Connecticut Superior Court Judicial District of Tolland at Rockville
Sep 15, 2008
2008 Ct. Sup. 14966 (Conn. Super. Ct. 2008)

Opinion

No. TTD CV05-4002560-S

September 15, 2008


MEMORANDUM OF DECISION FOLLOWING REARGUMENT


The court rendered judgment in this case on June 24, 2008. Subsequently, it granted plaintiff's Motion for Reargument to permit consideration of the points raised in his Motion for Reargument, and in his Reply Brief dated June 19, 2008. The matter was reargued on August 27, 2008. Following reargument, the court concludes that no change in the decision is merited. Accordingly, it reissues its decision.

No change is merited because, with one exception of no significance to the disposition, there are no new issues or arguments presented in the Motion for Reargument or Reply Brief not already considered, and the court is not persuaded that the final result should change. Accordingly, the decision is re-issued without change as follows:

The only arguably new point was contained in plaintiff's Reply Brief. In that Brief, he argued that he did not pay his $50 fee with his Motion to Appeal to the probate court on or before the October 12, 2004 deadline because the letter from the probate court telling him it was required was not delivered until 4 or 5 p.m. on that date, after he believed the court was closed. At trial, he testified that he did not see the decision until late in the day on October 12, and due to the time, his preoccupation with other litigation that he was working on, and his knowledge that the Probate Court usually closed at 4 p.m., he did not attempt to file anything on October 12. Defendant complains that this is a late change in testimony. Plaintiff argues that there is no change. The court agrees with plaintiff. The information is essentially the same. Plaintiff claims he had no time to act. However, the point does not excuse the late payment. As this decision finds, the Probate Practice Book rules require payment with the Motion to Appeal, and the deadline to act starts running from the time of issuance of the decision he seeks to appeal. The time he obtained a decision from the Probate Court informing him that his Motion was denied for failure to pay the fee may explain plaintiff's failure to try again earlier, but it does not extend the original deadline or otherwise excuse the defect.
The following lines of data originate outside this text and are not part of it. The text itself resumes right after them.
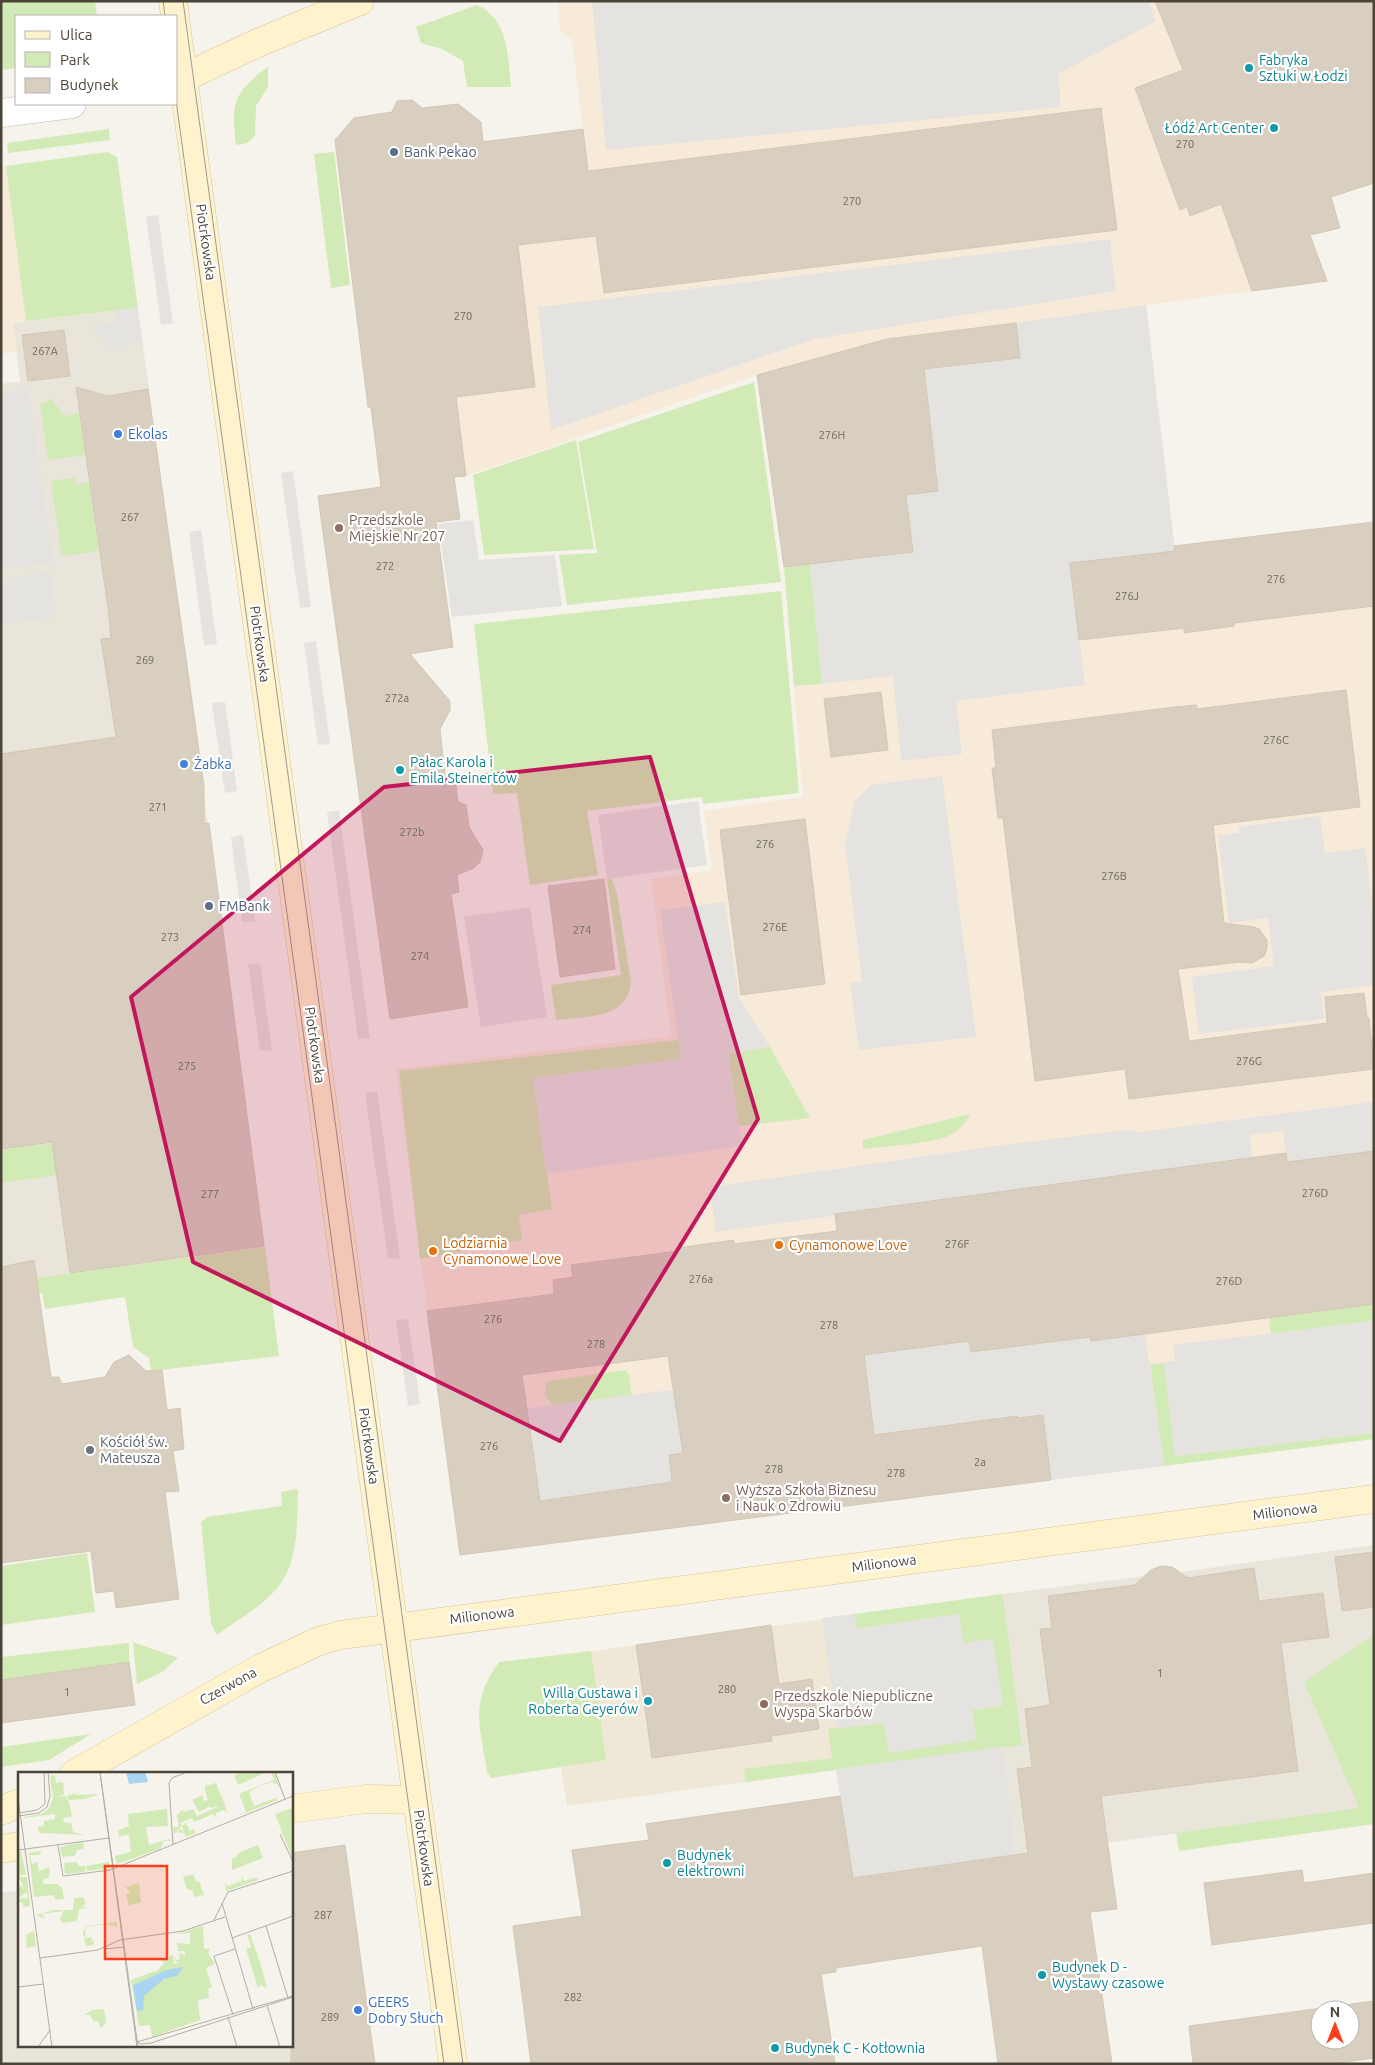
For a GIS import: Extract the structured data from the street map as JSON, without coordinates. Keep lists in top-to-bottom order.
{
  "streets": {
    "street": ["Piotrkowska", "Milionowa", "Czerwona"]
  },
  "crossings": [
    ["Piotrkowska", "Milionowa"],
    ["Piotrkowska", "Czerwona"],
    ["Milionowa", "Czerwona"]
  ],
  "places": [
    "Fabryka Sztuki w Łodzi",
    "Łódź Art Center",
    "Bank Pekao",
    "Ekolas",
    "Przedszkole Miejskie Nr 207",
    "Żabka",
    "Pałac Karola i Emila Steinertów",
    "FMBank",
    "Cynamonowe Love",
    "Lodziarnia Cynamonowe Love",
    "Kościół św. Mateusza",
    "Wyższa Szkoła Biznesu i Nauk o Zdrowiu",
    "Willa Gustawa i Roberta Geyerów",
    "Przedszkole Niepubliczne Wyspa Skarbów",
    "Budynek elektrowni",
    "Budynek D - Wystawy czasowe",
    "GEERS Dobry Słuch",
    "Budynek C - Kotłownia"
  ],
  "house_numbers": [
    "270",
    "270",
    "270",
    "267A",
    "276H",
    "267",
    "272",
    "276",
    "276J",
    "269",
    "272a",
    "276C",
    "271",
    "272b",
    "276",
    "276B",
    "276E",
    "274",
    "273",
    "274",
    "276G",
    "275",
    "276D",
    "277",
    "276F",
    "276a",
    "276D",
    "276",
    "278",
    "278",
    "276",
    "2a",
    "278",
    "278",
    "1",
    "280",
    "1",
    "287",
    "282",
    "289"
  ],
  "legend": ["Ulica", "Park", "Budynek"],
  "north": "top"
}
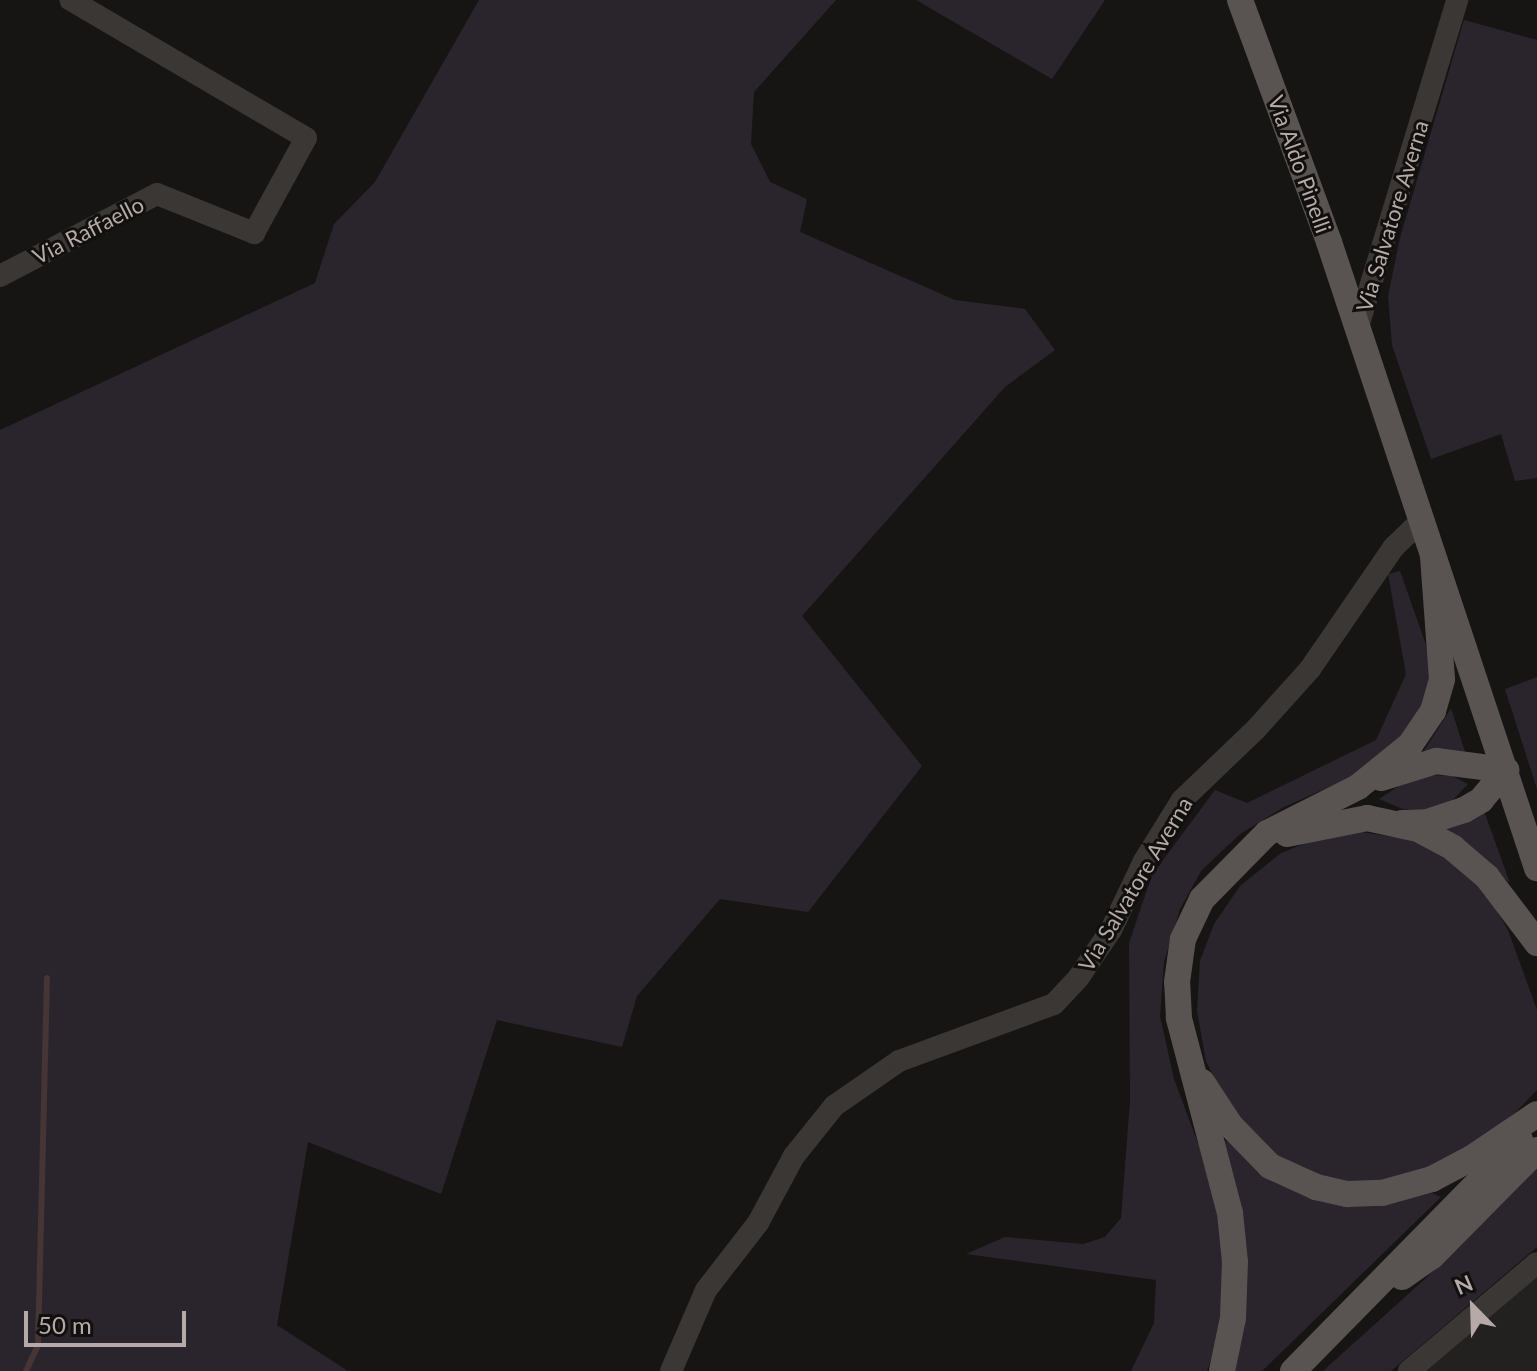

In this case, the plaintiff, Morris Silverstein, proceeding pro se, filed a Petition for Writ of Mandamus seeking to compel the defendant, Probate Court Judge Elaine Camposeo, to allow his appeal from a 2004 Probate Court decision. The Probate Court decision that plaintiff seeks to appeal is a September 10, 2004 order and decree approving an interim accounting by the Administrator, d.b.n., Richard Laschever. The defendant denied plaintiff's Motion to Appeal, and this action ensued. Following a bench trial, the court finds for the defendant and, therefore, renders judgment for the defendant and against the plaintiff accordingly.

I

The standards applicable to the relief sought by the plaintiff are well settled. "Mandamus is an extraordinary remedy, available in limited circumstances for limited purposes . . . It is fundamental that the issuance of the writ rests in the discretion of the court, not an arbitrary discretion exercised as a result of caprice but a sound discretion exercised in accordance with recognized principles of law . . . That discretion will be exercised in favor of issuing the writ only where the plaintiff has a clear legal right to have done that which he seeks . . . The writ is proper only when (1) the law imposes on the party against whom the writ would run a duty the performance of which is mandatory and not discretionary; (2) the party applying for the writ has a clear legal right to have the duty performed; and (3) there is no other specific adequate remedy." (Internal quotation marks omitted.) Miles v. Foley, 253 Conn. 381, 391, 752 A.2d 503 (2000); Cammarota v. Planning and Zoning Commission, 97 Conn.App. 783, 789, 906 A.2d 741, cert. denied, 280 Conn. 941, 912 A.2d 475 (2006). The purpose of mandamus is to compel the performance of a ministerial act by a public officer when the petitioner has a clear legal right to the performance of the act. R. Bollier and S. Busby, 2 Stephenson's Connecticut Civil Procedure (Third Ed., 2002) § 224(a) citing Ballas v. Woodin, 155 Conn. 283, 284, 231 A.2d 273 (1967).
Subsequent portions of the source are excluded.